ATI RN
Pathophysiology Final Exam
1. A patient is administered isoniazid (INH) for tuberculosis. Which of the following adverse effects will result in discontinuation of the medication?
- A. Weight gain
- B. Jaundice
- C. Fever
- D. Arthralgia
Correct answer: B
Rationale: The correct answer is B: Jaundice. Isoniazid (INH) is known to cause hepatotoxicity, which can manifest as jaundice. Jaundice is a serious adverse effect that warrants immediate discontinuation of the medication to prevent further liver damage. Weight gain, fever, and arthralgia are not typically associated with isoniazid use and would not necessitate discontinuation of the medication.
2. A patient has been diagnosed with cytomegalovirus (CMV).

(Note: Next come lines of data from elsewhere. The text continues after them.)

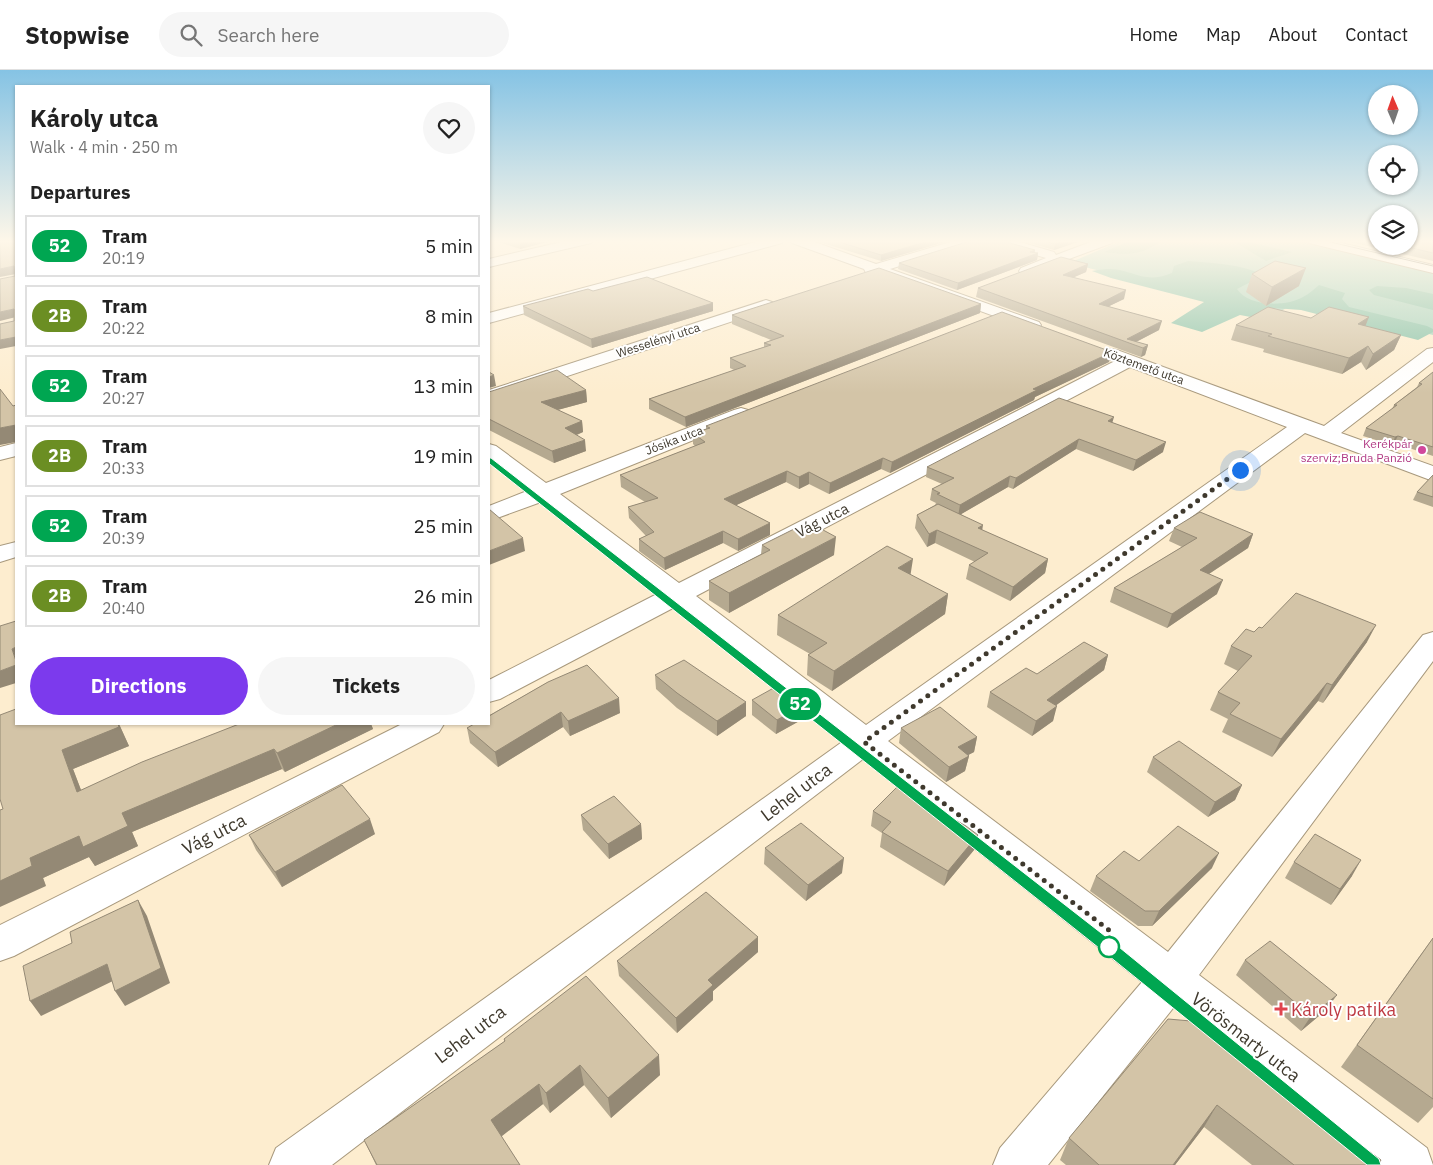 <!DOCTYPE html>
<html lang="en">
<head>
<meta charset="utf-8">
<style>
	:root { --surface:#fff; --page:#f6f6f6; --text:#222; --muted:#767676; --line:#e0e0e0; --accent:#7c3aed }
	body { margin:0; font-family:"IBM Plex Sans",sans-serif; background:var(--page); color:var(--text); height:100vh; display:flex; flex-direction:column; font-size:19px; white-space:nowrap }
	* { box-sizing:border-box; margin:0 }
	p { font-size:16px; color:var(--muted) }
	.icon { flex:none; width:28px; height:28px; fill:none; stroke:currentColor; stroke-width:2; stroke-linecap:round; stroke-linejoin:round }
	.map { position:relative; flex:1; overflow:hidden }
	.drawer { position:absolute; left:15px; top:15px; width:475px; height:640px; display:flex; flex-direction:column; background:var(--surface); border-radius:0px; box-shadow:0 1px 4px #0004 }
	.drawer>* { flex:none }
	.badge { padding:0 10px; border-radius:16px; font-size:18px; line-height:32px }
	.needle { width:32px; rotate:358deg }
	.buttons { position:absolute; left:1368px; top:15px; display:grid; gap:10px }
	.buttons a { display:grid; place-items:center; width:50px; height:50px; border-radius:50%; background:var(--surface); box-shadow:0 1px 4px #0004; font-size:25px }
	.you { position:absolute; width:25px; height:25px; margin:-12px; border:4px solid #fff; border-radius:50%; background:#1a73e8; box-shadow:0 0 0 8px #1a73e833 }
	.map>.badge { position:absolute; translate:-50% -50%; box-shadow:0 0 0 2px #fff }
	h2 { padding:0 15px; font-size:19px; line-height:45px }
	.round { display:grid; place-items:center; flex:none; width:52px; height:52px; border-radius:26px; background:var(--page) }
	.headline { display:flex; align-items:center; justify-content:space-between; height:85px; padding:0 15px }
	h1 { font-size:24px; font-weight:700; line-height:38px }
	.primary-button { display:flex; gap:10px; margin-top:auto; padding:10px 15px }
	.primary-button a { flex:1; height:58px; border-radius:30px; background:var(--accent); color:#fff; font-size:20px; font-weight:700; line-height:58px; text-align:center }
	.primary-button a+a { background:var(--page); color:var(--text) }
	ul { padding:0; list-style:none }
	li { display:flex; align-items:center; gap:15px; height:62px; margin:0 10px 8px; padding:0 5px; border:2px solid var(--line); border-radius:0px }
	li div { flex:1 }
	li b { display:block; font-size:19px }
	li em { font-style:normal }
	li .badge { min-width:55px; font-weight:700; text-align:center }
	header { display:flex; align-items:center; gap:30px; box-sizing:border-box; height:70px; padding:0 25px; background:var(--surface); border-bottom:1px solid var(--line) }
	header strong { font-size:24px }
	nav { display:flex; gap:28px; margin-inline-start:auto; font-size:18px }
	.search { width:350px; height:45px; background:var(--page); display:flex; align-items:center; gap:12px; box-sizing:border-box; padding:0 18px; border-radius:28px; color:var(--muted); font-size:19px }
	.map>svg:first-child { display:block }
</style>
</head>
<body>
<header>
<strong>Stopwise</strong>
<div class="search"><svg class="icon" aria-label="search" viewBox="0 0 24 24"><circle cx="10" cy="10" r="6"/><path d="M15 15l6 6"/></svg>Search here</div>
<nav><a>Home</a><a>Map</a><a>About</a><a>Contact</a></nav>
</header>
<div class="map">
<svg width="1433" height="1095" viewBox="0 0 1433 1095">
	<rect width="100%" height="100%" fill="#fdedcf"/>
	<!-- green -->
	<path fill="#a6d2bd" d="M1123,170h175l135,32v63l-136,-33 -23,13 -205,-52z"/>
	<!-- forest -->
	<path fill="#88c2a8" d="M1132,170h30c-20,16 -34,15 -58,12z
		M1231,170h9l52,12 -26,9z
		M1188,191c27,2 52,3 76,14l-27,14c12,18 49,18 66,8 6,-3 11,-8 16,-12l26,8 -3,6 7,8 78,19 6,3v3l-15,8 -117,-30 -27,-2 -18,10 -16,-3 -38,17 -31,-9 33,-21 -93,-24 -19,-7c5,-1 11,-2 16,-2 26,0 35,16 64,4l2,-7z
		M1377,216l29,2 27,6v16l-59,-15 -5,-5z"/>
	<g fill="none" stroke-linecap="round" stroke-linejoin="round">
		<defs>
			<path id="street" d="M570,170h23l-2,3 -102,24v-8z
				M763,170h21l-2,3 -293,80v-10z
				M790,170h19l67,24 81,-24h19l-1,3 -85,26 149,53 2,3 -2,3h-12l-151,-55h-10l-2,-4 -72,-26z
				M993,170h20l41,12 2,3 40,-15h18l-2,3 -86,32 -5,-1 -2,-3 2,-3 25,-10 -51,-15z
				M1307,170h22l104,25v8l-124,-30z
				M766,230l6,2 2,3 -2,3 -283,94v-12z
				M1433,278v14l-92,71 92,33v15l-128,-48 -417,308 280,211 255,-317 10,-3v29l-234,314 228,173 6,17h-61l-198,-158 -126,158h-55l7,-17 142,-166 -279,-223 -531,406h-63l7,-17 566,-406 -169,-134 -173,91 -11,3v-22l168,-86 -116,-92 -52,19v-15l38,-15 -38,-31v-16l7,2 50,37 188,-73 7,-2 7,2 3,4 -3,4 -188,76 119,89 436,-222 -10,-3 -3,-4 3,-4 6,-1 6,1 207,76 103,-77zM1130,297l157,60 -421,298 -170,-129z
				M16,373v13l-16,4v-13z
				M16,472v15l-16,5v-16z
				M402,654h42l-5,8 -425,224 -14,5v-36z"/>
		</defs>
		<!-- street casing -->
		<use href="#street" stroke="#a8997d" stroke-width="2"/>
		<!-- street -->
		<use href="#street" fill="#fff" fill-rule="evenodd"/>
		<!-- tram-far1 -->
		<path stroke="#79705e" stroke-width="1" d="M1322,170l111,26
			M489,390l448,352
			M964,763l53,42"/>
		<!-- tram -->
		<path stroke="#79705e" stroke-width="2" d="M1015,803l247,201"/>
	</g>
	<!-- wall -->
	<path fill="#b5a990" d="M493,170h62l-35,9z
		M813,170h138l-70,21z
		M1019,170h65l-30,10z
		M1342,170h34v6h33l24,-6v21z
		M1035,180l-1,3h4l-1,7 -80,30 -59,-21 1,-6z
		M1088,194l-2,8 -12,5 50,22 -15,7 50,24 -23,12 12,3 -3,10 -4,2 -165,-60 2,-9z
		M1252,204l47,12 -33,20 -20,-14z
		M593,221l120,12v8l-121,37 -68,-33 -1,-9z
		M981,234l-1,9 -294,114 -37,-18v-10l85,-29 -4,-2v-10l34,-11v-4l7,-3 -39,-16v-9z
		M1311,248l54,8 36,9 -7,15 -28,20 -5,-8 -19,12 -79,-22 1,-3 -33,-9 5,-15z
		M1109,292l-74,35 -1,3 -144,73 -9,-4 -52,25 -20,-10 -10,5 -13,-7 -50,23 34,18v12l-32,16 -15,-8 -58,27 -26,-19v-12l7,-3 -17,-18 -1,-11 17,-5 -24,-15 -1,-12 75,-29 -2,-2v-11l13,-4v-3z
		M1433,302v84l-39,-13 -2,2 -29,-9 3,-8 26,-19 2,-4 23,-18 2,-4z
		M586,320l1,12 -30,8 25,11 1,11 -6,3 9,16 -32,12 -65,-33v-38z
		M1113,353l50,29 -30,19 -57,-22 -63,40 -5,-2 -47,27 21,16 66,29 -3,14 -35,28 -44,-22 3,-14 6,-3 -40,-19 -8,4 -12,-19 2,-13 18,-10 1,-2 -6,-3 2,-11 10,-5 -16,-7 1,-10z
		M1433,405v32l-20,-7 4,-8z
		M1174,458l79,6 -5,14 -39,26 8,20 -50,34 -57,-26 4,-14 68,-41 -13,-6z
		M762,475l72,10 -105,58 -20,-13v-19l52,-27z
		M910,505l38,19 -3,20 -113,77 -25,-16 1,-20 2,-1 -33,-19 1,-20z
		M1262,558l105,14 -44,61 -5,-2 -46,56 -50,-25 6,-13 -18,-9 8,-18 20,-21 -14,-7 7,-18z
		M1108,585l-4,15 -48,35 -3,16 -21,15 -45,-29 3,-15z
		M655,605l91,27v14l-29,20 -40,-28 -21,-19z
		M548,612l72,31 -50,23 -7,-9 -65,40 -28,-24 -3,-15z
		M752,630l51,19 -27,15 -24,-19z
		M16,654h103l10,22 -56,23 8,21 158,-66h132l2,5 -88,43 -3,-3 -150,63 6,14 -43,20 -6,-9 -46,21 3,8 -43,-77z
		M901,658l76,9 -3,15 -6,3 1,1 -4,15 -19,11 -47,-39z
		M1153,687l89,28 -7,15 -27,17 -61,-45z
		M873,741l105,24 -4,15 -30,36 -64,-39 2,-14 -11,-7z
		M581,745l60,9 1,15 -33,20 -26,-29z
		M375,764l-93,53 -26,-37 -7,-15z
		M765,778l77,25 -36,28 -42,-37z
		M1139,791l73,7 -60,58h-14l-48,-35 6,-15z
		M1294,792l58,14 -21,29 -46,-27z
		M758,867v15l-45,39v9l-36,33 -58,-57 -2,-15z
		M1433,868v169l-15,16 -77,-56 75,-106z
		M1245,890l81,50 -25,21 -65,-56z
		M1168,949l210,146h-126l-48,-38 -29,38h-109l-6,-5 9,-22z
		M504,969l156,36 -49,43 -27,-33 -34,28 -7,-9 -42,32 19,29h-144l-12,-25 140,-98z"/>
	<!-- shaded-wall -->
	<path fill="#948975" d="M527,170h28l-35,9v-7z
		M932,170h19l-70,21v-6z
		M1068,170h16l-30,10 1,-6z
		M1035,180l-1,5 4,-2 -1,7 -80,30 1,-7z
		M1088,194l-2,8 -25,11 2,-8z
		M14,196l2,8 -16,3v-8z
		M1306,198l-7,18 -33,20 6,-19z
		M1126,220l-2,9 -27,13 2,-8z
		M713,233v8l-121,37 -1,-9z
		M981,234l-1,9 -294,114 -1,-10z
		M14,239l2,8 -16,4v-9z
		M1369,247l-6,15 -5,-8z
		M1162,251l-3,9 -27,14 -5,-5z
		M1401,265l-7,15 -28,20 7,-16z
		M16,267v9l-16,3v-9z
		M1148,275l-3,10 -4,2 2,-9z
		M1368,276l-7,16 -19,12 7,-16z
		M1112,282l-3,10 -74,35 -1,3 -144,73 2,-11 141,-73z
		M494,305l2,11 -7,2v-11z
		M586,320l1,12 -44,12 -2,-12z
		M1114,347l-3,10 -3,-6z
		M582,351l1,11 -17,7 -1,-11z
		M16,355v17l-16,3v-17z
		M1398,366l-4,7 -2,2 3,-8z
		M1079,369l-3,10 -63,40 3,-11z
		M585,370l1,11 -32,12 -2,-12z
		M1166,372l-3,10 -30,19 3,-11z
		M883,388l-2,11 -52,25 1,-11z
		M787,401l-1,11 -62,29v-12z
		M809,402v12l-10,5v-12z
		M1010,406l-2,11 -50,29 2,-11z
		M770,453v12l-32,16v-12z
		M983,455l-2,13 -3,-10z
		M937,460l-2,13 -8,4 2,-13z
		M723,461v12l-58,27 -1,-12z
		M1253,464l-5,14 -53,35 5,-13z
		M836,467l-2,18 -105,58v-20z
		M523,468l2,13 -36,14v-14z
		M913,489l-3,19 -12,-10z
		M1048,489l-3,14 -35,28 3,-14z
		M1223,510l-6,14 -50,34 5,-14z
		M948,524l-3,20 -113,77 2,-20z
		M1376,555l-9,17 -44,61 9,-18z
		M16,577v14l-4,-12z
		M1108,585l-4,15 -61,45 4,-15z
		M16,595v18l-16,5v-17z
		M1327,613l-9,18 -46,56 9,-18z
		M619,628l1,15 -50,23 -2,-15z
		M746,632v14l-29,20v-15z
		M804,634l-1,15 -27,15 1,-14z
		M1057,636l-4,15 -21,15 4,-15z
		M561,642l2,15 -65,40 -3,-15z
		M118,654h1l10,22 -56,23 16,42 -12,-19 -15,-42z
		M338,654h33l2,5 -88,43 -8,-19z
		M977,667l-3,15 -19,10 3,-15z
		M274,679l8,20 -150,63 6,14 -43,20 -6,-9 -46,21 3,8 -46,21v-26l30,-23 92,-45z
		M969,686l-4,15 -19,11 3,-15z
		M1242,715l-7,15 -27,17 7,-15z
		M370,749l5,15 -93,53 -7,-15z
		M641,754l1,15 -33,20 -1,-15z
		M978,765l-4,15 -30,36 4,-15z
		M1219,783l-7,15 -60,58 7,-15z
		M844,788l-2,15 -36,28 2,-16z
		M1361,790l-9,16 -21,29 9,-16z
		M138,830l9,16 23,67 -45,23 -10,-15z
		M758,867v15l-45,39v9l-36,33 -1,-15 32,-38z
		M107,894l10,15 -76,37 -11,-15z
		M1337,925l-11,15 -25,21 10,-15z
		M659,985l1,20 -49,43 -3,-20z
		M580,995l4,20 -34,28 -4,-20z
		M539,1014l4,20 -46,36 -6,-20z
		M1217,1035l-13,22 -29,38h-2z"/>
	<!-- building -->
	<path fill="#d3c4a7" stroke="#948975" d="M0,170h16v97l-16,3v-16l14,-3v-12l-14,3v-33l15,-3 -1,-10 -14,3z
		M514,170h13l-7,2z
		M833,170h99l-51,15z
		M973,170h26l36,10 -5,2 8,1 -80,30 -59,-20z
		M1040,170h28l-13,4z
		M1409,170h24v13l-29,-7h5z
		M1061,187l27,7 -25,11 63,15 -27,14 63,17 -35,18 21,6 -5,3 -165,-60z
		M1275,191l31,7 -34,19 -20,-13z
		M879,198l102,36 -296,113 -36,-18 97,-33 -16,-8 41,-13 -7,-2 20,-7 -52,-21z
		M647,207l66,26 -122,36 -68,-33 65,-17 5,2z
		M1268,237l43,11 18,-11 40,10 -11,7 43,11 -28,19 -5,-8 -19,12 -81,-22 4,-2 -36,-9z
		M1002,242l110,40 -79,37 4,1 -145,72 -9,-4 -53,25 -21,-11 -10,5 -12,-6 -63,28 46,24 -32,16 -15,-8 -59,27 -25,-19 15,-7 -26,-25 30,-9 -38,-23 85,-33 -12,-9 17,-5 -4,-2z
		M557,300l29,20 -45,12 41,19 -17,7 20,12 -33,11 -63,-32v-27z
		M489,302l5,3 -5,2z
		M1433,302v75l-35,-11 -3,1 -29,-9 31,-23h-3l28,-21 -3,-1z
		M0,319l13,17 3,-1v20l-16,3z
		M1059,328l55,19 -6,4 58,21 -30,18 -57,-21 -63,39 -6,-2 -50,29 -23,-11 3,-1 -8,-4 22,-11 -27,-11z
		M1433,405v22l-16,-5z
		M938,434l45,21 -5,3 70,31 -35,28 -44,-22 19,-12 -51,-23 -8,4 -12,-19z
		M489,439l34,29 -34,13z
		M1200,442l53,22 -53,36 23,10 -51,34 -58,-26 83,-50 -23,-10z
		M814,455l22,12 -107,56 -20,-12 61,-31 -8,-5 32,-16 7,3z
		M887,476l26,13 -15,9 50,26 -114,77 -26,-16 19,-12 -49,-28z
		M1296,523l80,32 -44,60 -5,-2 -46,56 -51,-25 10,-11 -22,-11 34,-36 -21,-10 15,-17 8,3 5,-5 3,1z
		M16,551v26l-4,2 4,12v4l-16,6v-45z
		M1084,572l24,13 -61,45 10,6 -21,15 -46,-29 36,-24 11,6z
		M684,590l62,42 -29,19 -40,-28 -22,-18z
		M587,595l32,33 -51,23 -7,-9 -66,40 -28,-24 7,-4h15v-8l59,-34z
		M779,615l25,19 -27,16 -25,-20z
		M940,637l37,30 -19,10 11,9 -20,11 -48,-39z
		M16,639v15h102l1,3 -57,23 15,42 65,-30 97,-38h99l-61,29 -3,-4 -152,64 6,13 -45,21 -4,-11 -49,22 2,8 -32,15v-71l3,-1 -3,-10v-84z
		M1179,671l63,44 -27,17 -62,-45z
		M342,715l28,34 -95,53 -26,-37z
		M897,717l69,39 12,9 -30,36 -66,-39 9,-10 -18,-11z
		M614,726l27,28 -33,20 -27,-29z
		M801,753l43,35 -36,27 -43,-37z
		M1178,756l41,27 -60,58h-14l-49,-35 28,-25 15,10z
		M1315,764l46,26 -21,29 -46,-27z
		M706,822l52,45 -50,43 5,5 -37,33 -59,-57z
		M138,830l23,68 -46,23 -8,-27 -77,37 -7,-35 49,-23 -2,-11z
		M1433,868v161l-76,-54z
		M1270,871l67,54 -26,21 -66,-56z
		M586,906l73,79 -51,43 -28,-33 -34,28 -7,-9 -48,36 29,45h-143l-13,-25 141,-99 -1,-2z
		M1168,949l23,2 190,139 -3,5h-84l-77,-60 -44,60h-74l-30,-27z"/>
	<!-- sky -->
	<linearGradient id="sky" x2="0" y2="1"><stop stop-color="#85c3e4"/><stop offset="0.53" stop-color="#fef7e9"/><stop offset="1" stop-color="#fef7e9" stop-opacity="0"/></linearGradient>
	<rect width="1433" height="323" fill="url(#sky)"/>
	<!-- line -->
	<path fill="#00a651" stroke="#fff" d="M486,388h5l623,485 265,216 2,6h-14l-263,-213 -618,-491z"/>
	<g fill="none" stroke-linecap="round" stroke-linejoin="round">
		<!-- walk -->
		<path stroke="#3f392d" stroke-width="5" stroke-dasharray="0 9" d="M1109,877l1,-16 -246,-189 376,-272"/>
	</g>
	<!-- markers -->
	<circle fill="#d1479c" stroke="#fff" stroke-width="2" cx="1422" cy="380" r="5"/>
	<circle fill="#fff" stroke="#00a651" stroke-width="2.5" cx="1109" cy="877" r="10"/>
	<path fill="#e0444e" stroke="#fff" stroke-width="2" d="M1278.5 931.5h5v5h5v5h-5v5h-5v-5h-5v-5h5z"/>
	<g text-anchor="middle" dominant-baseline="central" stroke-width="4" stroke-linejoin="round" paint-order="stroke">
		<!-- far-street labels -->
		<g font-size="12" fill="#3f392d" stroke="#fff">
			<text transform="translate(658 270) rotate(-18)">Wesselényi utca</text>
			<text transform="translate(1144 296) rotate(20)">Köztemető utca</text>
			<text transform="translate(674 370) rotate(-21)">Jósika utca</text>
		</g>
		<!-- far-hotel labels -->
		<g font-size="12" fill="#b23c85" stroke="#fff" text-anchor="end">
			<text x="1412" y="373">Kerékpár<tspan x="1412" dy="14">szerviz;Bruda Panzió</tspan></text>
		</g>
		<!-- street labels -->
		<g font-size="15" fill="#3f392d" stroke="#fff">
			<text transform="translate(822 450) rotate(-27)">Vág utca</text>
		</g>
		<!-- near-street labels -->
		<g font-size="18" fill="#3f392d" stroke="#fff">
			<text transform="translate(796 722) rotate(-37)">Lehel utca</text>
			<text transform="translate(214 764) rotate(-27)">Vág utca</text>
			<text transform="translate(470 964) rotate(-37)">Lehel utca</text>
			<text transform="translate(1246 967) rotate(38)">Vörösmarty utca</text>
		</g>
		<!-- near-health labels -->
		<g font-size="18" fill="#be3a42" stroke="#fff" text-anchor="start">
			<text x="1291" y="939">Károly patika</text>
		</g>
	</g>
</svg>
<div class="buttons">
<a><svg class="needle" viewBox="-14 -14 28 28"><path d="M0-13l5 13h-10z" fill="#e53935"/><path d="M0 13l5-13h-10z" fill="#767676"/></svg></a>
<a><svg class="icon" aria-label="locate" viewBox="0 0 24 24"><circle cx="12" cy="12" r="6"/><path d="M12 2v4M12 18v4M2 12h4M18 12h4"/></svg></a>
<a><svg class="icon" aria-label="layers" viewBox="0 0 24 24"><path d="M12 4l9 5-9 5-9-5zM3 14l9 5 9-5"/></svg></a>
</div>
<div class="you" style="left:1240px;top:400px"></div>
<b class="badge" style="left:800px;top:634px;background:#00a651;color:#fff">52</b>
<section class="drawer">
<div class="headline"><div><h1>Károly utca</h1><p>Walk · 4 min · 250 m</p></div><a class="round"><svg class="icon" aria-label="heart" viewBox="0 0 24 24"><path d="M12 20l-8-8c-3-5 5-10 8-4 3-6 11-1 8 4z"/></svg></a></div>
<h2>Departures</h2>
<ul>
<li><span class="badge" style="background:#00a651;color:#fff">52</span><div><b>Tram</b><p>20:19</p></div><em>5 min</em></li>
<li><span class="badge" style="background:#6b8e23;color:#fff">2B</span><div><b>Tram</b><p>20:22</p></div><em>8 min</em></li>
<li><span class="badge" style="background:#00a651;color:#fff">52</span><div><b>Tram</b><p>20:27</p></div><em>13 min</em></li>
<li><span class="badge" style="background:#6b8e23;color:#fff">2B</span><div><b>Tram</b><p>20:33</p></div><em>19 min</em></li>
<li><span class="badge" style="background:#00a651;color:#fff">52</span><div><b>Tram</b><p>20:39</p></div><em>25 min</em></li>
<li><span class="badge" style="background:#6b8e23;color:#fff">2B</span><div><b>Tram</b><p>20:40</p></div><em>26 min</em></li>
</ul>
<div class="primary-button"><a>Directions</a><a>Tickets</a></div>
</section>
</div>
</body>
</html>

Which of the following drugs would be ineffective in the treatment of this disease?
- A. Ribavirin (Rebetol)
- B. Ganciclovir (Cytovene) IV
- C. Foscarnet (Foscavir) IV
- D. Valganciclovir hydrochloride (Valcyte)
Correct answer: A
Rationale: The correct answer is A, Ribavirin (Rebetol). Ribavirin is not effective against CMV. Choice B, Ganciclovir (Cytovene) IV, is a common treatment for CMV as it inhibits viral DNA synthesis. Choice C, Foscarnet (Foscavir) IV, is also used for CMV infections by blocking viral DNA polymerase. Choice D, Valganciclovir hydrochloride (Valcyte), is a prodrug of Ganciclovir and is effective against CMV. Therefore, Ribavirin is the drug that would be ineffective in treating CMV.
3. In which disorder does a Staphylococcus aureus organism produce a toxin leading to exfoliation and large blister formation?
- A. Herpes simplex I virus
- B. Herpes simplex II virus
- C. Necrotizing fasciitis
- D. Cellulitis
Correct answer: B
Rationale: The correct answer is 'Herpes simplex I virus.' This disorder is known as Staphylococcal scalded skin syndrome (SSSS), where a Staphylococcus aureus organism produces an exfoliative toxin leading to skin exfoliation and large blister formation. Choices B, C, and D are incorrect. Herpes simplex viruses (I and II) cause different types of skin lesions and do not lead to exfoliation and blister formation. Necrotizing fasciitis is a severe soft tissue infection, while cellulitis is a bacterial skin infection that does not typically involve exfoliation and blister formation like in SSSS.
4. An older adult man has moved to a long-term care facility, and the nurse is performing medication reconciliation. The resident's current medication regimen includes alfuzosin (Uroxatral). After considering the most likely indication for this drug, what potential problem should the nurse include in the resident's interdisciplinary plan of care?
- A. Impaired urinary elimination
- B. Ineffective sexual pattern
- C. Sexual dysfunction
- D. Functional urinary incontinence
Correct answer: C
Rationale: The correct answer is C, 'Sexual dysfunction.' Alfuzosin is commonly prescribed for benign prostatic hyperplasia (BPH), a condition that can lead to sexual dysfunction in older men. It is important to include this potential problem in the interdisciplinary plan of care to address the impact of the medication on the resident's sexual health. Choices A, B, and D are incorrect because while alfuzosin can affect urinary function, the primary concern related to this medication in this scenario is sexual dysfunction due to its indication for BPH.
5. Anemia of chronic inflammation is generally classified as:
- A. Hypochromic and microcytic.
- B. Hypochromic and macrocytic.
- C. Normochromic and microcytic.
- D. Normochromic and normocytic.
Correct answer: D
Rationale: Anemia of chronic inflammation is typically characterized by normochromic (normal hemoglobin content) and normocytic (normal cell size) red blood cells. Choice A, hypochromic and microcytic, is incorrect because hypochromic refers to reduced hemoglobin content and microcytic refers to smaller than normal red blood cells, which are not typically seen in anemia of chronic inflammation. Choice B, hypochromic and macrocytic, is also incorrect as macrocytic refers to larger than normal red blood cells. Choice C, normochromic and microcytic, is incorrect because microcytic red blood cells are smaller than normal. Therefore, the correct classification for anemia of chronic inflammation is normochromic and normocytic.